In the latest of FilmInFocus’s Behind the Blog profiles, Knoxville-based film blogger Darren Hughes tells us all about his Long Pauses.

Tell us about your blog.

The name of my site, Long Pauses, was inspired by Denise Levertov’s poem, “Making Peace,” which compares the act of writing to the process of living one’s life. A snippet:

     A line of peace might appear
if we restructured the sentence our lives are making,
revoked its reaffirmation of profit and power,
questioned our needs, allowed
long pauses . . .

At my most idealistic, I think of writing as a kind of spiritual discipline. It’s an occasion to sit quietly and alone and to process ideas – to learn. Of course, Long Pauses is also just another blog filled with half-formed thoughts and random crap. Though, on the whole, I think the ideas-to-crap ratio is relatively high.

How would you describe your readers? Do you have much contact with the people who read you?

I could have answered that question better three or four years ago. Facebook and Twitter have taken their toll on blog discussions, I’ve noticed, both at my site and others, so I don’t have as strong a sense of who is reading now. Certainly, over the years I’ve developed many great friendships through Long Pauses. Some I know only virtually; others I see once or twice a year at film festivals. Not surprisingly, the readers I’ve met are typically a lot like me – over-educated, curious, thoughtful, perhaps a bit below average on the socialization scale, people who’ve spent a large amount of their lives in the company of books, records, and movies. It’s a pretty great clique, actually.

Tell us how – and why – you started your blog?

I launched Long Pauses in 2001 when I was studying for my comprehensive exams and was sick to death of writing in that thick, impersonal language endemic to graduate humanities programs.
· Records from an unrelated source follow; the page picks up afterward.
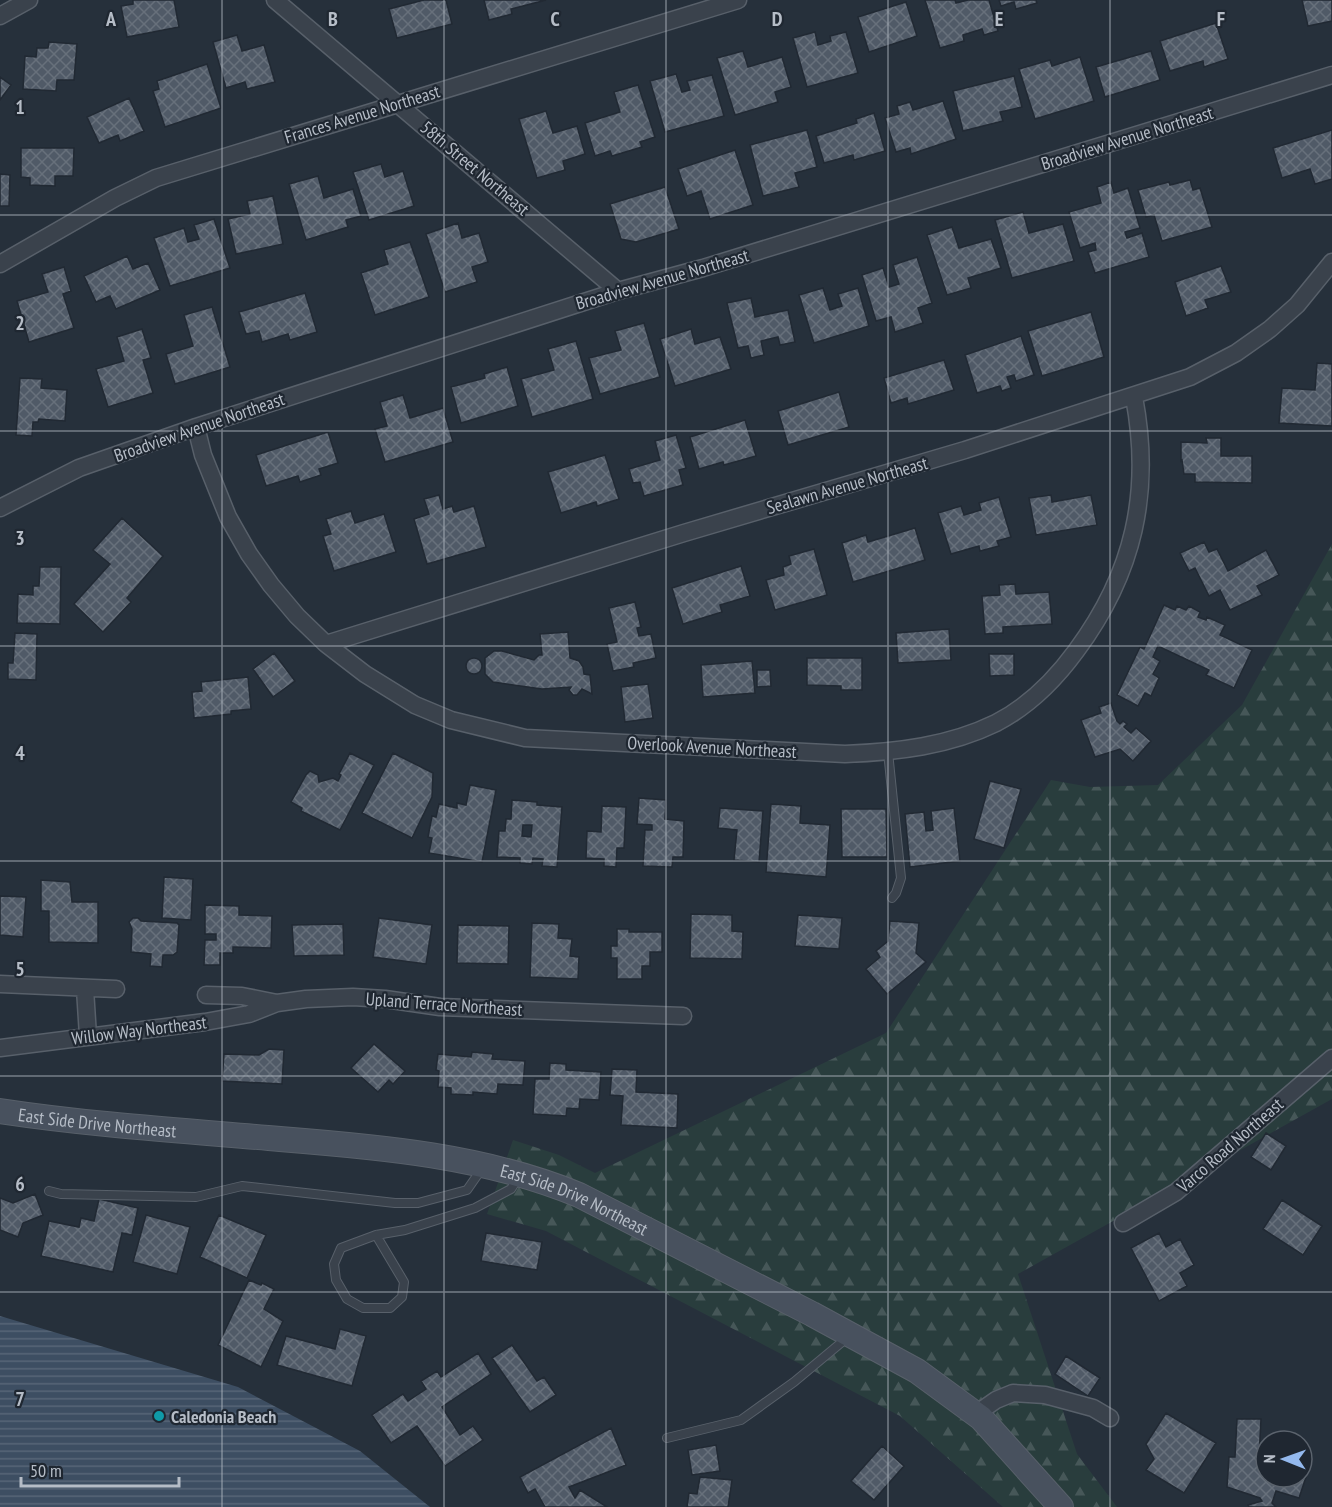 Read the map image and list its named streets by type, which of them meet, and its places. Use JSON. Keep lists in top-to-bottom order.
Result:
{
  "streets": {
    "main road": ["East Side Drive Northeast"],
    "street": [
      "Frances Avenue Northeast",
      "Broadview Avenue Northeast",
      "58th Street Northeast",
      "Sealawn Avenue Northeast",
      "Overlook Avenue Northeast",
      "Upland Terrace Northeast",
      "Willow Way Northeast",
      "Varco Road Northeast"
    ]
  },
  "crossings": [
    ["Frances Avenue Northeast", "58th Street Northeast"],
    ["Broadview Avenue Northeast", "58th Street Northeast"],
    ["Broadview Avenue Northeast", "Overlook Avenue Northeast"],
    ["Sealawn Avenue Northeast", "Overlook Avenue Northeast"],
    ["Upland Terrace Northeast", "Willow Way Northeast"]
  ],
  "places": ["Caledonia Beach"],
  "scale_bar": "50 m",
  "north": "left",
  "grid": {
    "columns": [
      "A",
      "B",
      "C",
      "D",
      "E",
      "F"
    ],
    "rows": [
      "1",
      "2",
      "3",
      "4",
      "5",
      "6",
      "7"
    ]
  }
}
It all felt so joyless and pedantic. I wanted to write in the first person about subjects that genuinely interested me, which at the time was a mixture of the arts, politics, design, and religion. I wanted to test my voice as a writer as well. Also, as a professional web developer, I needed a playground. I really had no ambitions beyond that. Eight years later, Long Pauses has been through eleven major revisions, and the most recent is my favorite yet.
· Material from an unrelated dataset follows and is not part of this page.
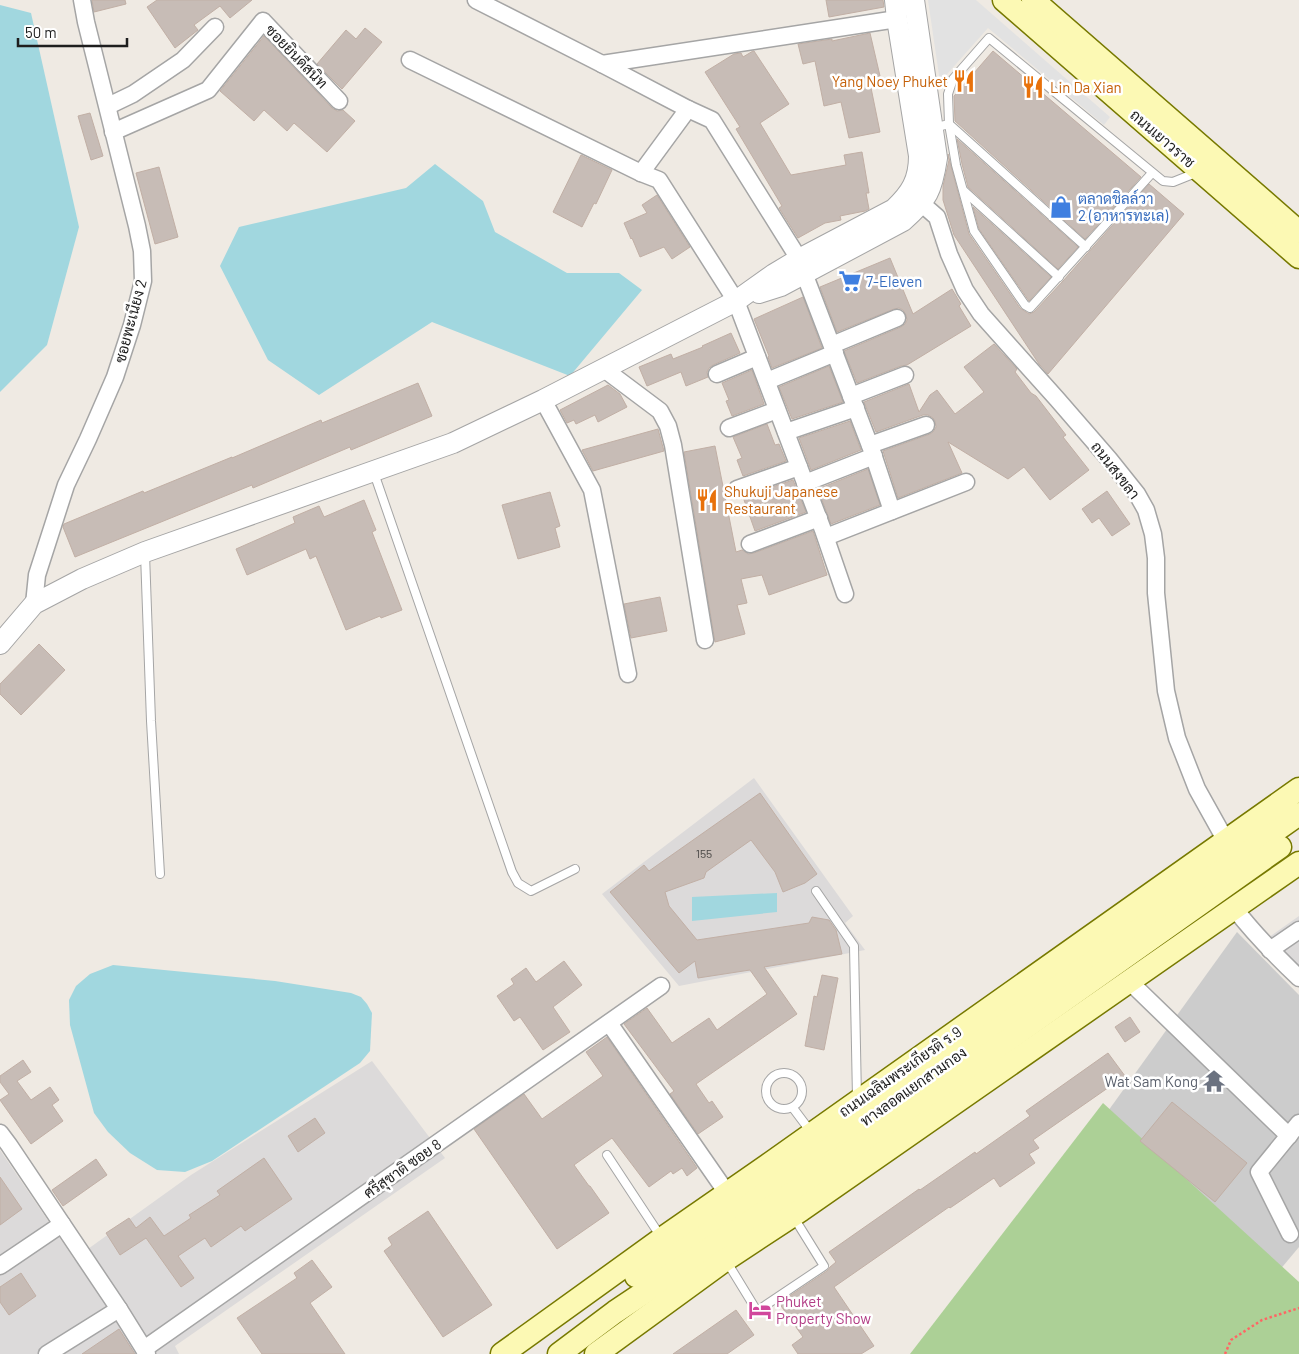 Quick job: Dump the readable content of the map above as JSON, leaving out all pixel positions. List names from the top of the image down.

Describe your blog day – do you work at home? Go to a café? Sit in an office?

Among the many reasons my academic career fizzled is that I’m a ridiculously slow writer, and when I’m totally focused on a project I become a real son of a bitch. (The health of my marriage is directly affected by the number of hours I spend writing each week.) At any given moment, I usually have two or three posts saved in draft form, and I peck at them whenever I find the time, usually during my lunch break at work or late at night at home. Occasionally I’ll carve out a couple hours on a Saturday or Sunday, although that’s becoming increasingly rare. I sometimes think I could be a pretty good writer if I were single and a mild alcoholic. I’m at my most productive after a couple drinks.

How do you find things to blog about and how do you decide that an entry is worth being in your blog?

To slip again into idealist mode, the defining principle of Long Pauses has always been that old English-teacher warhorse: “Writing as discovery.” I only post when I have something to say, and I’m painfully conscious of the fact that I really only have something to say after I’ve taken the time to wrestle with a problem. The kind of writing I most often do, criticism of foreign and classic films, is a dime-a-dozen on the Internet now. The world doesn’t need another plot summary and review of, say, Heartbeat Detector. But the process of writing about that film’s editing was instructive – to me, at least. If a couple other readers learned something from it, too, then so much the better.

What is your favorite blog entry?

My post about Walker Percy’s The Moviegoer, which I read for the first time five days after Hurricane Katrina knocked a hole in the South. That post comes closest to epitomizing my sense of Long Pauses: it melds the arts, politics, faith, and feeling, and it includes a couple of the best sentences I’ve ever written.